Terrorist bombs in Thailand kill four wound over a hundred at department store in tourist area
September 17, 2006
Burnt vehicles and debris after the bombings in Hat Yai.
Jack Barton, Hat Yai, Thailand
THAI police are picking through wreckage for clues after five bombs killed four people and wounded dozens, including at least one Australian.
The simultaneous blasts ripped through Saturday night crowds in bars and cafes in Hat Yai, the main tourist hub in the southern region, which has been gripped by a Muslim insurgency that has killed more than 1400 people.
A Canadian and a Chinese tourist were among the dead. Police said 62 people, including 11 foreigners, were hurt.
At dawn yesterday, crowds of shocked onlookers gathered amid the wreckage. Walls were studded with shrapnel at the sites, which were covered with debris and pools of blood.
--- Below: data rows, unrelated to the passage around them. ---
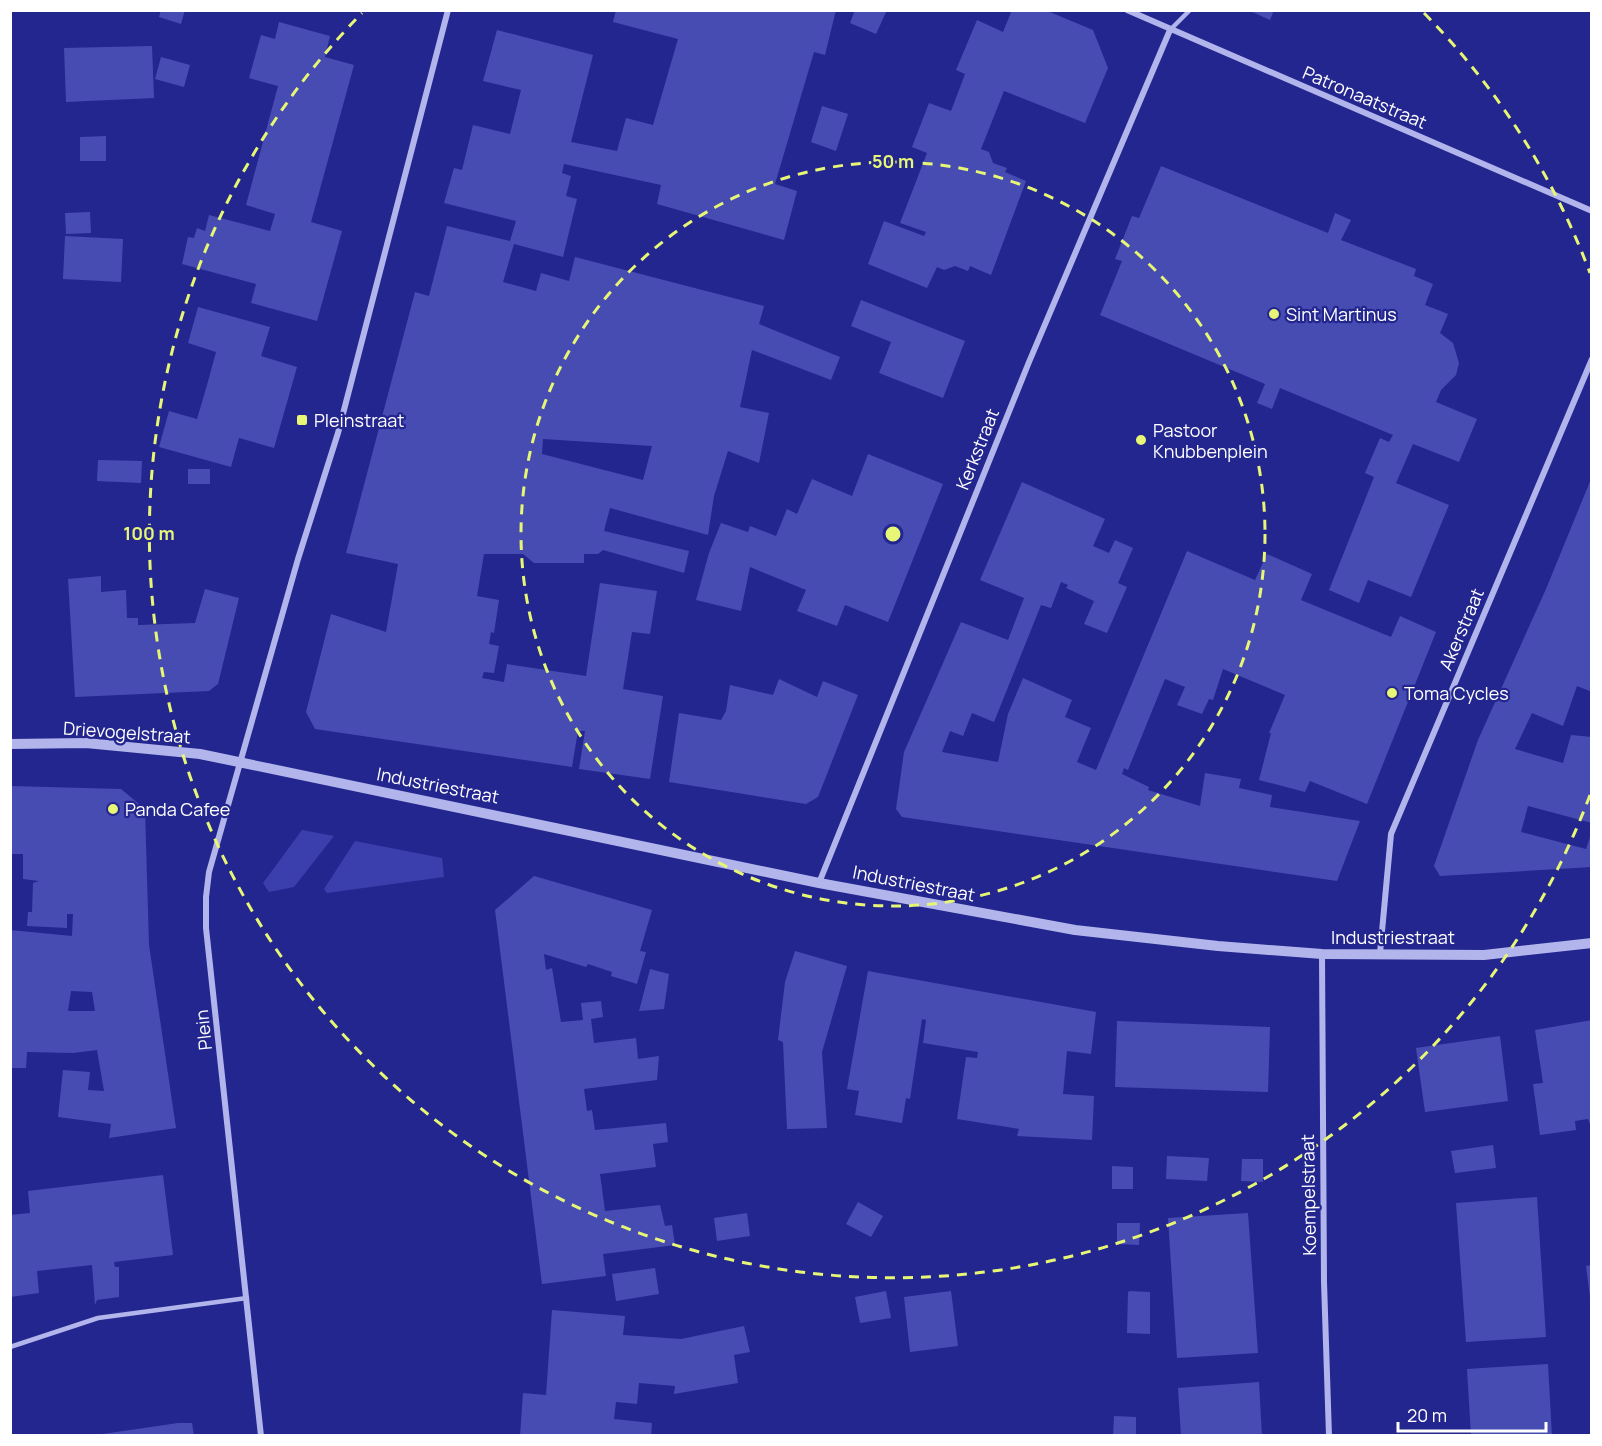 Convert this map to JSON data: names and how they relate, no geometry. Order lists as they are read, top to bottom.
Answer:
{
  "streets": {
    "street": [
      "Patronaatstraat",
      "Kerkstraat",
      "Akerstraat",
      "Drievogelstraat",
      "Industriestraat",
      "Plein",
      "Koempelstraat"
    ]
  },
  "crossings": [
    ["Patronaatstraat", "Kerkstraat"],
    ["Kerkstraat", "Industriestraat"],
    ["Akerstraat", "Industriestraat"],
    ["Drievogelstraat", "Industriestraat"],
    ["Drievogelstraat", "Plein"],
    ["Industriestraat", "Plein"],
    ["Industriestraat", "Koempelstraat"]
  ],
  "places": {
    "other": [
      "Sint Martinus",
      "Pastoor Knubbenplein",
      "Toma Cycles",
      "Panda Cafee"
    ],
    "transit": ["Pleinstraat"]
  },
  "scale_bar": "20 m",
  "rings": ["50 m", "100 m"]
}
An Australian visitor still wearing his hospital gown stood staring at the wreckage of where he was drinking the night before.
"I feel really lucky today," said the distraught man, who did not give his name. Doctors had removed shrapnel from a shoulder and his girlfriend received multiple fractures to a leg.
"There are four people dead and another 62 people wounded in five bomb blasts last night," Songkhla province police chief Paitoon Pattanasophon said.
At least one bomb was planted inside a motorcycle and detonated with a mobile phone, local press quoted police as saying.
Thai television showed bloodied victims lying in restaurants or being led to safety as vehicles burned in streets strewn with shattered glass and overturned tables and chairs.
One body was shown covered with a white sheet next to an overturned motorcycle as firemen tried to douse several blazing vehicles nearby.
Soon after the blasts, almost 1000 foreign and Thai tourists were evacuated from hotels along Hat Yai's main road, the Nation newspaper reported.
The blasts happened on the day the army held a meeting with about 1000 villagers in a bid to end the daily bombings and shootings that have marked the insurgency in three Muslim-majority southern provinces.
They coincided with the anniversary of the formation of one of the region's key militant groups.
Parts of Songkhla province are under martial law as the Government struggles to contain the insurgency. Hat Yai airport was bombed in April last year.
Songkhla governor Somporn Chaibangyang said the attacks would damage tourism. "Authorities have to work completely to prevent any violence from happening," he said.